Mort et glorification

La dame gentille

La Pargoletta

Le refus de la dame gentille

La dame-pierre



. . . . . . . - o 0 o - . . . . . . .

   Selon le récit de la Vita Nuova, Dante aurait rencontré Béatrice alors qu’elle se promenait dans la rue, entre deux femmes âgées, vêtue de blanc. Elle avait le même âge que lui. Elle le salue avec une telle grâce qu’il en reste extasié, croyant voir un être céleste. Rentré chez lui, il se met au lit et dort, faisant le rêve que le sonnet rapporte.
   Or ce rêve ne semble pas correspondre à la rencontre avec Béatrice, tant il est étrange et effrayant : il s’agit d’une vision de cauchemar, qui peut difficilement se rapporter à une rencontre si douce et si céleste. En sachant que ce sonnet précède le récit de la Vita Nuova, il est logique de penser que le rêve se rapporte à une rencontre que le récit en prose veut faire oublier, la remplaçant par une scène de roman courtois. Mais quelle a donc été la première vraie rencontre du poète avec Béatrice ? Nous ne pouvons chercher à la connaître que par l’interprétation du rêve, comme ces « fidèles d’Amour », les poètes auxquels Dante avait envoyé son sonnet.

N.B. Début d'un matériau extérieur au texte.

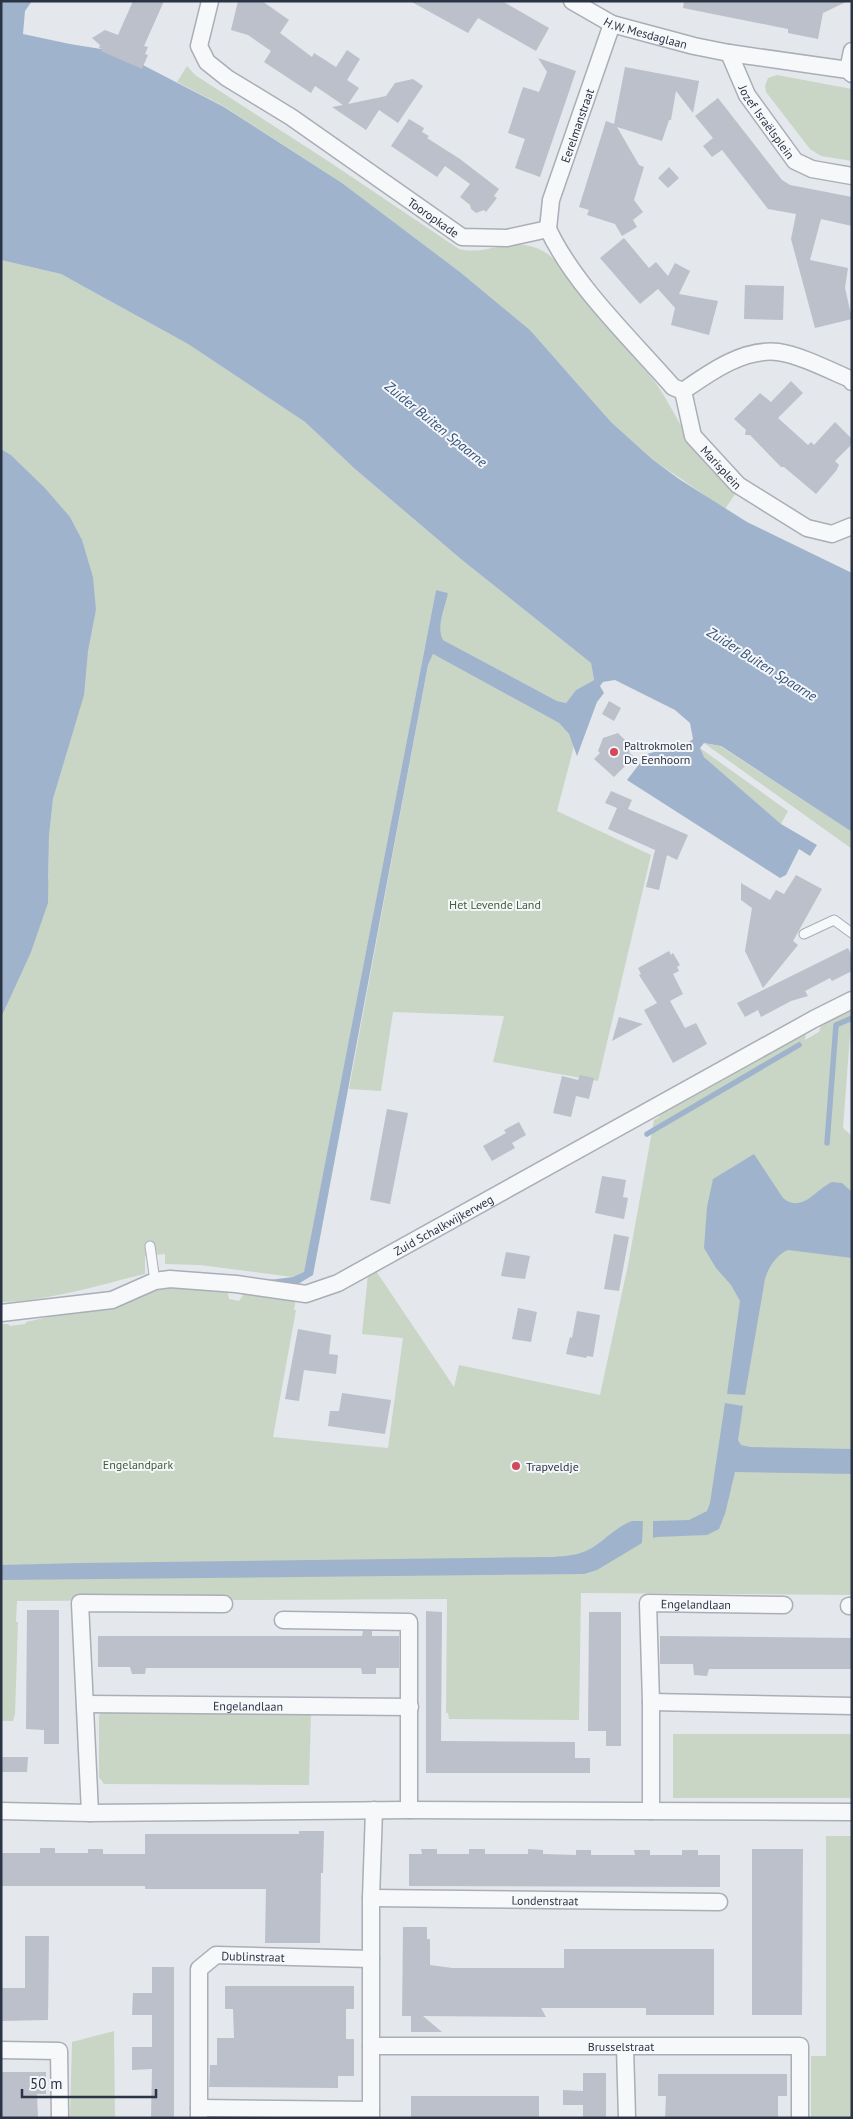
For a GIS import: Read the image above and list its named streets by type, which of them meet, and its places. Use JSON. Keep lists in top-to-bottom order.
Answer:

   Le rêve doit se rapporter à une rencontre d’amour, puisque c’est Amour en personne qui apparaît, tenant dans une main le cœur du poète, et la jeune-fille dormant dans ses bras. Béatrice dort dans le sommeil de l’adolescence, âge où elle ne peut rêver d’une union d’amour. De même, le poète ne peut rêver que d’une fille qui est dans le sommeil de cet âge et qui ne peut être réveillée que par son amour.
   Amour donne à manger à la jeune-fille le cœur du poète. Le symbole est ancien, parmi les plus primitives des images de l’amour. Mais le symbole censure l’acte qui transformera cette rencontre en échec d’amour : Dante, pris par la beauté de la jeune-fille et par son ingénuité, l’embrasse sur la bouche. Malgré la censure, on comprend facilement qu’une femme ne peut manger le cœur d’un homme que par un baiser. La jeune-fille a sans doute rêvé ce baiser dans le sommeil de son adolescence, mais cette fois elle se réveille dans la réalité. Elle prend conscience de franchir le seuil du rêve et de passer à un autre âge, mais elle ne peut que savourer ce cœur doucement. Complètement réveillée, elle prend peur et s’enfuit, laissant l’amoureux dans l’angoisse.
   Un baiser est donc à l’origine de l’histoire d’amour de Dante et de Béatrice. Cette affirmation peut étonner, si l’on pense que Dante a présenté Béatrice comme la femme ange et sauveur, et s’est refusé dans toute son œuvre à faire allusion au baiser. Il ne le nomme qu’une fois, dans l’enfer, le mettant dans la bouche de Francesca da Rimini : celle-ci raconte que Paolo, son amant, l’embrasse tout tremblant après avoir lu, dans le Roman de Lancelot, que celui-ci a embrassé Guenièvre sur la bouche. Mais quand on sait que, dans ce roman, ce n’est pas le héros mais la reine qui a l’initiative du baiser, on peut penser que Dante y projetait peut-être le baiser donné à Béatrice. Francesca serait alors l’ombre de Béatrice, au moins de celle qui, dans le premier élan d’amour, avait savouré ce baiser la liant à la personne de Dante.
   Il y aurait beaucoup à dire sur cette interprétation de Francesca da Rimini, mais cela suffit pour nous convaincre de l’impact de ce baiser sur la vie et l’œuvre poétique de Dante. En effet, Dante conçoit la Divine comédie sur la trame du voyage de l’amoureux à la rencontre de son aimée propre au Roman de la rose, mais ce voyage est un retour de purification, en laissant ce baiser dans l’enfer et lui-même, comme amant, mort à l’amour. Francesca est la Béatrice victime de l’amour, Béatrice, celle que le poète rencontre au paradis terrestre, est la Béatrice sublimée que le poète forge à partir de son refus à l’amour.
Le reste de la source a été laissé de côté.